Directions. Transcribe the data. Leave out nothing.

Exercise inputs.
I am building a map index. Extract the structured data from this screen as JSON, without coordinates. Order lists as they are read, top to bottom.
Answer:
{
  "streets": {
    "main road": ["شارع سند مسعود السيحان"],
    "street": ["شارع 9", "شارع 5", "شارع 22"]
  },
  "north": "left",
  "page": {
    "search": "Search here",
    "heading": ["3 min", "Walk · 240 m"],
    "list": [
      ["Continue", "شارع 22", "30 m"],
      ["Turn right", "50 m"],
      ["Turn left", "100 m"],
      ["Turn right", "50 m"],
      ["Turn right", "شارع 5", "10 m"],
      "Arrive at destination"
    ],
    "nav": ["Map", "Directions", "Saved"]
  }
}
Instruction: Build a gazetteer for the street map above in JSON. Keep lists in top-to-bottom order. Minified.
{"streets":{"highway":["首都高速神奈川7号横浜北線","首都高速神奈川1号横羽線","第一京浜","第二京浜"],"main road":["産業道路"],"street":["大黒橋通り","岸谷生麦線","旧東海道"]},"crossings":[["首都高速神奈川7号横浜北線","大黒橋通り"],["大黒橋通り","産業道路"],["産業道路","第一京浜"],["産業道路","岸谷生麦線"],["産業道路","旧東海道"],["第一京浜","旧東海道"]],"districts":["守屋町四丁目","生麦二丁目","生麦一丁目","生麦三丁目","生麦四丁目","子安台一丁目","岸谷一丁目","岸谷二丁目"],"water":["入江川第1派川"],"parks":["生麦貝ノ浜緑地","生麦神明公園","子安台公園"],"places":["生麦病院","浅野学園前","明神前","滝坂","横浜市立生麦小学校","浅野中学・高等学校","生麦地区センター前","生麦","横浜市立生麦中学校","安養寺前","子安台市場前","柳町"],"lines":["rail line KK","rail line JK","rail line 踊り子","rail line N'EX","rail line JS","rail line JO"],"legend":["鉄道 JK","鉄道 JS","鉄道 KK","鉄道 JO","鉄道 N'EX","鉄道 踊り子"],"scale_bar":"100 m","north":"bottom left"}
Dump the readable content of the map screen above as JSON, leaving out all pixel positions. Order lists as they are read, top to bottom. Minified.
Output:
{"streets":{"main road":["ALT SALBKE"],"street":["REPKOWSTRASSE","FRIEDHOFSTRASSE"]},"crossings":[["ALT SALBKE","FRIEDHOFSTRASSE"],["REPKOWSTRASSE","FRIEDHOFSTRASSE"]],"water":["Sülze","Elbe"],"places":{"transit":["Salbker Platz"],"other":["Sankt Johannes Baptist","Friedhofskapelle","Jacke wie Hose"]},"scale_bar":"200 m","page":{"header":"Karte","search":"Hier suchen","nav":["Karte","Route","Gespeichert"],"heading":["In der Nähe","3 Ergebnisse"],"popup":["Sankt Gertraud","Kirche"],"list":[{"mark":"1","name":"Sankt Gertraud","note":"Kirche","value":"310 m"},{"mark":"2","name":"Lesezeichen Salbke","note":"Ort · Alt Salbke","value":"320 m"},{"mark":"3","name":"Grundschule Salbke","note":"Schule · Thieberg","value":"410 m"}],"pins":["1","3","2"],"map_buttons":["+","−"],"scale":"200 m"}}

Your response.
I am building a map index. Extract the structured data from this screen as JSON, without coordinates. Order lists as they are read, top to bottom.
Answer:
{
  "streets": {
    "main road": ["شارع سند مسعود السيحان"],
    "street": ["شارع 9", "شارع 5", "شارع 22"]
  },
  "north": "left",
  "page": {
    "search": "Search here",
    "heading": ["3 min", "Walk · 240 m"],
    "list": [
      ["Continue", "شارع 22", "30 m"],
      ["Turn right", "50 m"],
      ["Turn left", "100 m"],
      ["Turn right", "50 m"],
      ["Turn right", "شارع 5", "10 m"],
      "Arrive at destination"
    ],
    "nav": ["Map", "Directions", "Saved"]
  }
}
Instruction: Build a gazetteer for the street map above in JSON. Keep lists in top-to-bottom order. Minified.
{"streets":{"highway":["首都高速神奈川7号横浜北線","首都高速神奈川1号横羽線","第一京浜","第二京浜"],"main road":["産業道路"],"street":["大黒橋通り","岸谷生麦線","旧東海道"]},"crossings":[["首都高速神奈川7号横浜北線","大黒橋通り"],["大黒橋通り","産業道路"],["産業道路","第一京浜"],["産業道路","岸谷生麦線"],["産業道路","旧東海道"],["第一京浜","旧東海道"]],"districts":["守屋町四丁目","生麦二丁目","生麦一丁目","生麦三丁目","生麦四丁目","子安台一丁目","岸谷一丁目","岸谷二丁目"],"water":["入江川第1派川"],"parks":["生麦貝ノ浜緑地","生麦神明公園","子安台公園"],"places":["生麦病院","浅野学園前","明神前","滝坂","横浜市立生麦小学校","浅野中学・高等学校","生麦地区センター前","生麦","横浜市立生麦中学校","安養寺前","子安台市場前","柳町"],"lines":["rail line KK","rail line JK","rail line 踊り子","rail line N'EX","rail line JS","rail line JO"],"legend":["鉄道 JK","鉄道 JS","鉄道 KK","鉄道 JO","鉄道 N'EX","鉄道 踊り子"],"scale_bar":"100 m","north":"bottom left"}
Dump the readable content of the map screen above as JSON, leaving out all pixel positions. Order lists as they are read, top to bottom. Minified.
Output:
{"streets":{"main road":["ALT SALBKE"],"street":["REPKOWSTRASSE","FRIEDHOFSTRASSE"]},"crossings":[["ALT SALBKE","FRIEDHOFSTRASSE"],["REPKOWSTRASSE","FRIEDHOFSTRASSE"]],"water":["Sülze","Elbe"],"places":{"transit":["Salbker Platz"],"other":["Sankt Johannes Baptist","Friedhofskapelle","Jacke wie Hose"]},"scale_bar":"200 m","page":{"header":"Karte","search":"Hier suchen","nav":["Karte","Route","Gespeichert"],"heading":["In der Nähe","3 Ergebnisse"],"popup":["Sankt Gertraud","Kirche"],"list":[{"mark":"1","name":"Sankt Gertraud","note":"Kirche","value":"310 m"},{"mark":"2","name":"Lesezeichen Salbke","note":"Ort · Alt Salbke","value":"320 m"},{"mark":"3","name":"Grundschule Salbke","note":"Schule · Thieberg","value":"410 m"}],"pins":["1","3","2"],"map_buttons":["+","−"],"scale":"200 m"}}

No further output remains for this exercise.